Collected data:
* * * * *

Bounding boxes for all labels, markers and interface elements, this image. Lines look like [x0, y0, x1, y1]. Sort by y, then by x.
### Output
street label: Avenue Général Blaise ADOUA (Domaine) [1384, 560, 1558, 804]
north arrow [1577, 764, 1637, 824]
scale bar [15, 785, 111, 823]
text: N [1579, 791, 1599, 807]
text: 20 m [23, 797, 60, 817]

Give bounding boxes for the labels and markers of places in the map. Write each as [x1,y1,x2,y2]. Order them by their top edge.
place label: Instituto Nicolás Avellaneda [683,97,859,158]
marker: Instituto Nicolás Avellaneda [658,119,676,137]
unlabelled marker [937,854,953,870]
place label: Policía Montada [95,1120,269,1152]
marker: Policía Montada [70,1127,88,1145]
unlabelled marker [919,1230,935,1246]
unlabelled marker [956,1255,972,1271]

* * * * *

THE TASK:
Print the entries once more, identical in every line.

RESULT BELOW:
Bounding boxes for all labels, markers and interface elements, this image. Lines look like [x0, y0, x1, y1]. Sort by y, then by x.
### Output
street label: Avenue Général Blaise ADOUA (Domaine) [1384, 560, 1558, 804]
north arrow [1577, 764, 1637, 824]
scale bar [15, 785, 111, 823]
text: N [1579, 791, 1599, 807]
text: 20 m [23, 797, 60, 817]

Give bounding boxes for the labels and markers of places in the map. Write each as [x1,y1,x2,y2]. Order them by their top edge.
place label: Instituto Nicolás Avellaneda [683,97,859,158]
marker: Instituto Nicolás Avellaneda [658,119,676,137]
unlabelled marker [937,854,953,870]
place label: Policía Montada [95,1120,269,1152]
marker: Policía Montada [70,1127,88,1145]
unlabelled marker [919,1230,935,1246]
unlabelled marker [956,1255,972,1271]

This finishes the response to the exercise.